Estamos en Semana Santa y lo verdaderamente santo es la paciencia y abnegación de la gente de a pie. Quienquiera atribuirse el mérito de la lucha contra el coronavirus en los próximos meses merecerá ser señalado con el dedo como farsante, impostor, embustero y suplantador. Porque si algo queda claro estos días es que quien lo está venciendo son los españoles, el ciudadano medio, con su paciencia, su esfuerzo sereno y su comportamiento responsable en la gran mayoría de los casos.
Para entrar en la ciudad no tuve que superar ninguna barrera, pero para abandonarla me paran dos controles sucesivos de Policía en diferentes puntos de las vías de salida. Está claro que están buscando vehículos de presuntos irresponsables que quieren aprovechar estos días para pasar la Semana Santa en su segunda residencia. En la Ronda (la M-30 barcelonesa) se crea un atasco quilométrico.
Barcelona es una ciudad donde se toca poco el claxon, pero la gente debe estar ya muy quemada porque a los pocos minutos todos los conductores empiezan a hacer sonar sus bocinas como protesta y se crea un concierto de mil demonios. Uno, que ha vivido en ambas capitales, tiene la sensación que hoy Barcelona parece Madrid, donde el habitante es más dado al bocinazo fácil. Pongo la radio para distraerme y pillo a la cadena SER en un momento bajo, estilo Fox News. Afirman que las protestas y reproches al Gobierno son una campaña de la fementida derecha. No especifican cual. Más bien dan a entender que suscriben aquella vieja afirmación machista de «todas son iguales».
En medio de esa sinfonía primaveral de pitidos disonantes, miro el contenido de los vehículos de mi alrededor; tienen un único ocupante y hay desde todoterrenos relucientes a furgonetas de reparto. Me cuesta creer que la totalidad de los que pitan a mi alrededor sean barceloneses de derechas. Si tuviéramos que confiar en la emisora, la única explicación lógica de lo que me está pasando es que, aunque parezca imposible que situaciones así se den, es evidente que he ido a caer en el único embotellamiento de tráfico de la historia de la humanidad formado exclusivamente por catalanes derechistas rigurosamente seleccionados.
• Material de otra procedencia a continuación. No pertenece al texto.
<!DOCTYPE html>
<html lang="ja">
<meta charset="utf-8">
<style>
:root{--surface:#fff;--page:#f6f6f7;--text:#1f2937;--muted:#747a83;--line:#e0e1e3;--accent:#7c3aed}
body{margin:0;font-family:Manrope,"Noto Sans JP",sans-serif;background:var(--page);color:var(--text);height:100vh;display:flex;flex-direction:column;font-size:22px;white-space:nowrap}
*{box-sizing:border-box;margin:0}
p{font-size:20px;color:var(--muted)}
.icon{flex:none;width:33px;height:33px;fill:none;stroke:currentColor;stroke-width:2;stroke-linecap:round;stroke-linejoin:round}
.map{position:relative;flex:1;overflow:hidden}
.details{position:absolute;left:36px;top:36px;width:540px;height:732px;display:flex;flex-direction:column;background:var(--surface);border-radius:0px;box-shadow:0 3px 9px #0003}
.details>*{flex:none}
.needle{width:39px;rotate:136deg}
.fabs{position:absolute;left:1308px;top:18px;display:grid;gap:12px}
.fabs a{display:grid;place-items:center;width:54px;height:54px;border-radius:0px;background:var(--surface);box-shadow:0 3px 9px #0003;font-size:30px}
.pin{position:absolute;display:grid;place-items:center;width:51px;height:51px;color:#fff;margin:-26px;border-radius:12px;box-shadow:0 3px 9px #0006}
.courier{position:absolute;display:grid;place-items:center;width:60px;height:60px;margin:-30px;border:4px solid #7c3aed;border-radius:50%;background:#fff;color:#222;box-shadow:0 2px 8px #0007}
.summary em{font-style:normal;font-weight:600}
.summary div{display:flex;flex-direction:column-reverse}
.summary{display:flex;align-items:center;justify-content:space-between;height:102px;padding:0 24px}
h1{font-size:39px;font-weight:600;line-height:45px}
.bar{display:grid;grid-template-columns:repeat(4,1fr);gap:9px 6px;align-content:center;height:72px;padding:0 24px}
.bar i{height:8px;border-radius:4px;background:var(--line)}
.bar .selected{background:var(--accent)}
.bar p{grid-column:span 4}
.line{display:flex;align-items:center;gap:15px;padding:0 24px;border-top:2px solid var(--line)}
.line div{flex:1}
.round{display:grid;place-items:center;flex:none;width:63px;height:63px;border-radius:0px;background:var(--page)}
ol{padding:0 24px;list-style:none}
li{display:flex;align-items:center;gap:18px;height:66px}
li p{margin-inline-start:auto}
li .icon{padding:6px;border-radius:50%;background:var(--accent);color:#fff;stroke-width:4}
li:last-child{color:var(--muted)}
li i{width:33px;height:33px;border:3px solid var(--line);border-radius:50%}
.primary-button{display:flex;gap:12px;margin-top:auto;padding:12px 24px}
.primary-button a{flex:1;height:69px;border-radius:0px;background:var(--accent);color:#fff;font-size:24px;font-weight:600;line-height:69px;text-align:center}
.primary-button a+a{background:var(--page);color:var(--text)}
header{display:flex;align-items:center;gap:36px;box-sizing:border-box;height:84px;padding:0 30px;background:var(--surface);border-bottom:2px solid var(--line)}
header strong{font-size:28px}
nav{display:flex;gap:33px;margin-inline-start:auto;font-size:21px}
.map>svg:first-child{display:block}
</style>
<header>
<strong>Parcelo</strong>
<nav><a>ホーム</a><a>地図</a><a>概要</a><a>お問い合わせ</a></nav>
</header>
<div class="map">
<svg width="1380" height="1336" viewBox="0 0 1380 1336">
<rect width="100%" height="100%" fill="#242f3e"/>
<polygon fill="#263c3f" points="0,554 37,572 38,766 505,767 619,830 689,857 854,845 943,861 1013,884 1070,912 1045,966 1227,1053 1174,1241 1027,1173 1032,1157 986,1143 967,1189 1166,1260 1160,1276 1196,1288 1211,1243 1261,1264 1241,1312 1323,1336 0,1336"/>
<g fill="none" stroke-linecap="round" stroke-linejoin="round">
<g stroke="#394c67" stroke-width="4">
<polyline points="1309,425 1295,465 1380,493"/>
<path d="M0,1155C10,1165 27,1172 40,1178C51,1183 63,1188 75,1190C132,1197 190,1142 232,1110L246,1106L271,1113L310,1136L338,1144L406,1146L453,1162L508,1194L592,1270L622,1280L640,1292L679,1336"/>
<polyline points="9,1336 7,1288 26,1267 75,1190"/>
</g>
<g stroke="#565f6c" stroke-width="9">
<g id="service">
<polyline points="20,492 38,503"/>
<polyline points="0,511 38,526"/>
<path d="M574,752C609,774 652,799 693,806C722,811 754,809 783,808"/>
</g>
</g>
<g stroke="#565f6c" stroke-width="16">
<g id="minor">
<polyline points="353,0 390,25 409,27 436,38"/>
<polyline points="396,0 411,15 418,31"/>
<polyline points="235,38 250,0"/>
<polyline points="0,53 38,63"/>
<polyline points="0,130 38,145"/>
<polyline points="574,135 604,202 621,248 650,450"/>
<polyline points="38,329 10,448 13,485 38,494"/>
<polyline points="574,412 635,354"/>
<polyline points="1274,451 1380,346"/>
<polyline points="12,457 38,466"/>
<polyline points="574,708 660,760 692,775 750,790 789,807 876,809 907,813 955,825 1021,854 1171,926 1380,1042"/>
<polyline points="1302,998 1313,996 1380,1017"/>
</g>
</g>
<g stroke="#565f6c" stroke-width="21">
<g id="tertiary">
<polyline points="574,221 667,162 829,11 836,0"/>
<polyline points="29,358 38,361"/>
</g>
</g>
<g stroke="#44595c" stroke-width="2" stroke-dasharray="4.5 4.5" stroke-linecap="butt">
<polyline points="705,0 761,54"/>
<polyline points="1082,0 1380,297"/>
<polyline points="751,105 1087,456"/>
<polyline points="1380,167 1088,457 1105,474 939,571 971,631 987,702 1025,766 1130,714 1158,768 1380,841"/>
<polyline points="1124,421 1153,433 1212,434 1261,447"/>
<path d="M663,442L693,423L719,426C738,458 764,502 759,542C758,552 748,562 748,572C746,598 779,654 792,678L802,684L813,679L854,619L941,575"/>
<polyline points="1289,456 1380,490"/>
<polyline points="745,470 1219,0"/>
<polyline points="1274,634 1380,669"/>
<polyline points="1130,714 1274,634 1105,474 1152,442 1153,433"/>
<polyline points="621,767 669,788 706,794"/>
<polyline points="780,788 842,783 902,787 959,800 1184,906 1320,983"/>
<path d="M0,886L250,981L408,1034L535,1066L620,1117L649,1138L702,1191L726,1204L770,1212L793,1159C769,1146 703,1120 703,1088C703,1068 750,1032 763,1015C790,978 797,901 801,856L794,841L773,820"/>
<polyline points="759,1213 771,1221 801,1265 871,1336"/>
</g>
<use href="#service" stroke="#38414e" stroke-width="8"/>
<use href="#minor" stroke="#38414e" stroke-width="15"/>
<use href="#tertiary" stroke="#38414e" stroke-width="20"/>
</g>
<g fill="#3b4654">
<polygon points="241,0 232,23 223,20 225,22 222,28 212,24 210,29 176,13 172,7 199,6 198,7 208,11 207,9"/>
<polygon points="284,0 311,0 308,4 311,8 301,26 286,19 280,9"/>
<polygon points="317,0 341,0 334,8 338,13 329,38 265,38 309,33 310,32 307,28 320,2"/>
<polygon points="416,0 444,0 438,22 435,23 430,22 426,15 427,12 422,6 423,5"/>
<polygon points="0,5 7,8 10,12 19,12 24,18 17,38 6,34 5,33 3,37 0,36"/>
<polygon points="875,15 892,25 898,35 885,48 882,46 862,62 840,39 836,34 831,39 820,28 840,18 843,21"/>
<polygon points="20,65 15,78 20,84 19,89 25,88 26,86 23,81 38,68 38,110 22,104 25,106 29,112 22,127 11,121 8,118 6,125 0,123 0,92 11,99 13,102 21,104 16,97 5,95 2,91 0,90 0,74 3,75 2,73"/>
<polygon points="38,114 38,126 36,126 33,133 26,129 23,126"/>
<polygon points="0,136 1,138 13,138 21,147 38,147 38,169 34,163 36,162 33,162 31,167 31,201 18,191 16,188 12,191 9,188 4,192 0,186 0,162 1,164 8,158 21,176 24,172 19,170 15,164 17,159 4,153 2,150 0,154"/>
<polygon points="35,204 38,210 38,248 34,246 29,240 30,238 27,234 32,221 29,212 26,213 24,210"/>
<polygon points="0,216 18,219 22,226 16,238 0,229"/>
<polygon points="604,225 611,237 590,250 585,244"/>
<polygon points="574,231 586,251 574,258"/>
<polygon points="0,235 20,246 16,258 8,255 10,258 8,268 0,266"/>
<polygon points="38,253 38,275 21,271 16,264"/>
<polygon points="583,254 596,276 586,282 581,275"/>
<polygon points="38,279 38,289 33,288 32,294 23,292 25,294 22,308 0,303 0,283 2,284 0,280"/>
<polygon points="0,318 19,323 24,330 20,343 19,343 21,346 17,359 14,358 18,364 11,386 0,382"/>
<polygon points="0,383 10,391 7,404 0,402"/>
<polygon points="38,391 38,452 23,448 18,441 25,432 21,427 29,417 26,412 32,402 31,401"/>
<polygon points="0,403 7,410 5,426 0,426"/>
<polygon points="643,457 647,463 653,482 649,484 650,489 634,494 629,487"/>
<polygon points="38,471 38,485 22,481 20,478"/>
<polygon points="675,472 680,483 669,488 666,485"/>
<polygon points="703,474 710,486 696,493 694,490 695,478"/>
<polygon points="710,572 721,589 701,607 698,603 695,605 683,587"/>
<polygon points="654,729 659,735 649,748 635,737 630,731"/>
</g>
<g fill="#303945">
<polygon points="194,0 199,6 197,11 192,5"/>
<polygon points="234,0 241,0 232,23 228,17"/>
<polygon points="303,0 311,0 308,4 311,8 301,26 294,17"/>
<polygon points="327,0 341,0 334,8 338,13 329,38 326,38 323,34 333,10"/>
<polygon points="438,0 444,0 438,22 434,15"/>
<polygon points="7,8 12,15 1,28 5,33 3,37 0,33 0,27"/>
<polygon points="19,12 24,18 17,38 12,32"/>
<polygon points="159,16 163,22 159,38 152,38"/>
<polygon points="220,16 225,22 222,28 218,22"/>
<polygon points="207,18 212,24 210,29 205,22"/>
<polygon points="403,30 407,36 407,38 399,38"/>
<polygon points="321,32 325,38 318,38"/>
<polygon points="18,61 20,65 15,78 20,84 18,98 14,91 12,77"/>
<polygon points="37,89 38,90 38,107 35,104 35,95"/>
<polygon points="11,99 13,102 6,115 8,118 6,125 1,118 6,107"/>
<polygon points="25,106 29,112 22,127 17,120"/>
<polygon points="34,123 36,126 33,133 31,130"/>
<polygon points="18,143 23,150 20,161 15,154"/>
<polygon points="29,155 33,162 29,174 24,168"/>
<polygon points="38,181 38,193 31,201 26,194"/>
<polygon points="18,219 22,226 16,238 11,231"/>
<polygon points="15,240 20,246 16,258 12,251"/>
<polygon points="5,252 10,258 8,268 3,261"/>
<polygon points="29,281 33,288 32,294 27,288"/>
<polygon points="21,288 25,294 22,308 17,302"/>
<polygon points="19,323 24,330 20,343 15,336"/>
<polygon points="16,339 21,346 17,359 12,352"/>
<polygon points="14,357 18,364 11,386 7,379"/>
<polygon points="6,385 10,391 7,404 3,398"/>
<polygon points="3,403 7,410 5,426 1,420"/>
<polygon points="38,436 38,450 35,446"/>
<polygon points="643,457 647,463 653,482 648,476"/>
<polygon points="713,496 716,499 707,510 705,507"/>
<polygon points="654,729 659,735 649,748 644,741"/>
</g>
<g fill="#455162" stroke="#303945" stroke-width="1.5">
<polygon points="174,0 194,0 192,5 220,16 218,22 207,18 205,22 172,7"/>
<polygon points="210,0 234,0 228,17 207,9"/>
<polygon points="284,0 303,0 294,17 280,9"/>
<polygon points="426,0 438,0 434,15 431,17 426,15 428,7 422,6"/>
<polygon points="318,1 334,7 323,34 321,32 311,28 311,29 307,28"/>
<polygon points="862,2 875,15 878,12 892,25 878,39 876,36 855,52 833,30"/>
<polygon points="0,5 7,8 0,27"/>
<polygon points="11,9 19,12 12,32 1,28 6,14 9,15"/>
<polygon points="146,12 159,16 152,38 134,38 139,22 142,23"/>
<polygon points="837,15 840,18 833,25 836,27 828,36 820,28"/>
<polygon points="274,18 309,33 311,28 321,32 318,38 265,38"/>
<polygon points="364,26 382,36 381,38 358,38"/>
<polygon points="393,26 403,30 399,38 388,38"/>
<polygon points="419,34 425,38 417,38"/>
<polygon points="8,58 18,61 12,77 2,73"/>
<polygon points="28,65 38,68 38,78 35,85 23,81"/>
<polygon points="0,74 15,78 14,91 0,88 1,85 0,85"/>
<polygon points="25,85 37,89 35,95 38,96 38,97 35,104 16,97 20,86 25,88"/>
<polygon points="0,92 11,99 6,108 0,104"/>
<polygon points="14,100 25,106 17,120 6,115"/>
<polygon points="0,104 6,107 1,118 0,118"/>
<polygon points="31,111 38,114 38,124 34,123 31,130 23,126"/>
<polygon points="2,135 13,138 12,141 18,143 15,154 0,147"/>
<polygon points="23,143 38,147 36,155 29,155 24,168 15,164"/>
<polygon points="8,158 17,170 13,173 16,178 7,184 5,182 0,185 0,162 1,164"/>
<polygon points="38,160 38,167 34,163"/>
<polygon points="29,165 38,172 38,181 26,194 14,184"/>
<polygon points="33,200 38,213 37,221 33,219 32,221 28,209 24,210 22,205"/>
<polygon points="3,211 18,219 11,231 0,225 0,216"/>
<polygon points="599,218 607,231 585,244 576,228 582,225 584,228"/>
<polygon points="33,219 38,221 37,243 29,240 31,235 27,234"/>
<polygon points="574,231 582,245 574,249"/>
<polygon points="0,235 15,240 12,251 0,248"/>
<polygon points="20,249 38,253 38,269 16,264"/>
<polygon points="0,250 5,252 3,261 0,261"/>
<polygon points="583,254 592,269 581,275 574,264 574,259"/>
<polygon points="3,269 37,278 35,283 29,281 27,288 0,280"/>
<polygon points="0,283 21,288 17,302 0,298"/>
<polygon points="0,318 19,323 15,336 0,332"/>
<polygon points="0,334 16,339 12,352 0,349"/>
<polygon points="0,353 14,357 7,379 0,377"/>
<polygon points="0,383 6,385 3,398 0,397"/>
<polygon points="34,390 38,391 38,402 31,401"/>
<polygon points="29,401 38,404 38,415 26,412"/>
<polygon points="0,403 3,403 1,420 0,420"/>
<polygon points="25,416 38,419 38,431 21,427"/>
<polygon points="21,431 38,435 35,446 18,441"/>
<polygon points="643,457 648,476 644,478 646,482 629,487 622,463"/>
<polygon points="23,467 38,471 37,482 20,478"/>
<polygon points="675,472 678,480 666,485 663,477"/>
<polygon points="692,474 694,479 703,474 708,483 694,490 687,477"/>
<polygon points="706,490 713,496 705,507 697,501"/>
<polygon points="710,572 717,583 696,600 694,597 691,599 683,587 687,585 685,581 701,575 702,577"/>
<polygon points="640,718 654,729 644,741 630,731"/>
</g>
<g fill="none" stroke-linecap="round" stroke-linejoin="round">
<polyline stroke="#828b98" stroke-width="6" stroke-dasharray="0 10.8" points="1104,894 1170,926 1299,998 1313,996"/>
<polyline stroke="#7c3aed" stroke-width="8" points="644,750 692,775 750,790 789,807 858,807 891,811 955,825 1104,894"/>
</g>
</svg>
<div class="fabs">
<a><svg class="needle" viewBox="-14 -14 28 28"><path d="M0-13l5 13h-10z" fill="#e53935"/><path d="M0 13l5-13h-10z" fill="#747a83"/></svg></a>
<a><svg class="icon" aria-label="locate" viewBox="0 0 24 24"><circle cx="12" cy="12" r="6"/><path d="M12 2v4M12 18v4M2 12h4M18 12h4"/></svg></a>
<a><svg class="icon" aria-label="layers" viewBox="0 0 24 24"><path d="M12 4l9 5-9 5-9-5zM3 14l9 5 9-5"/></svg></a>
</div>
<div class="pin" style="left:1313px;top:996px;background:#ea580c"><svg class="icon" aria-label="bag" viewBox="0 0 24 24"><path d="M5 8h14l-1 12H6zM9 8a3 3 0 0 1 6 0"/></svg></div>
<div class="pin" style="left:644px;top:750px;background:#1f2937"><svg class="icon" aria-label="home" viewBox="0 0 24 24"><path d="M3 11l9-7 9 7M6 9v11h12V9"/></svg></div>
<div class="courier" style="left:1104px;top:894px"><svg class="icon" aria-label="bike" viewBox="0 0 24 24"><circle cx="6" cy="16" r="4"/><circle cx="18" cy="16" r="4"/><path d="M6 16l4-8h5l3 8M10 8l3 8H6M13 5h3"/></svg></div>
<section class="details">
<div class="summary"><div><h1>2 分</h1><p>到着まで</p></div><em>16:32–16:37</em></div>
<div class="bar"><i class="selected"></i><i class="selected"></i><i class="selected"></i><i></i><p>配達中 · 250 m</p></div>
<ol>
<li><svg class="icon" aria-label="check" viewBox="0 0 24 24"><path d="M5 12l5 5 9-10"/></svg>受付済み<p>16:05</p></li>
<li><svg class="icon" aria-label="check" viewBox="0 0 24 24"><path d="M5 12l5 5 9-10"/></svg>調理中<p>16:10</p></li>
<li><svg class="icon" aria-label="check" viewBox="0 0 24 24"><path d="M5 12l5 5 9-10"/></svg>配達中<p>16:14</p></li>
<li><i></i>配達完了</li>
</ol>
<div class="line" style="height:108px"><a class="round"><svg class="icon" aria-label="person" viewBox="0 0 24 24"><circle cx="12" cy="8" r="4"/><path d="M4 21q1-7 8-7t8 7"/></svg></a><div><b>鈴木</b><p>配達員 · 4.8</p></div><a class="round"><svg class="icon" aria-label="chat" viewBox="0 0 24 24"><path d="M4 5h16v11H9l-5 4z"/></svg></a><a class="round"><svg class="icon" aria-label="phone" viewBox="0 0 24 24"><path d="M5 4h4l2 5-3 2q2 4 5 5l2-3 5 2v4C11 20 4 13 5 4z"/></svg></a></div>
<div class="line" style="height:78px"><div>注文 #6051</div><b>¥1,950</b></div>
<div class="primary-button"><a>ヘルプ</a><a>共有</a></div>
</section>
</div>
Estoy por llamar al libro Guiness para que levanten acta. Temo también por mi vida, puesto que el Gobierno ya nos ha notificado que esa «derecha» es una organización malvada y despiadada, tipo Spectra, compuesta por PP, Vox, Ciudadanos, los alumnos de preescolar, las asociaciones médicas y un largo etcétera de colectivos que tienen en común mostrarse inmunes a la apostura de Pedro Sánchez y Pablo Iglesias. Todo terminó bien y salí vivo, pero llevándome una conclusión clara: emanciparse de la majadería va a ser la tarea más complicada de estos días.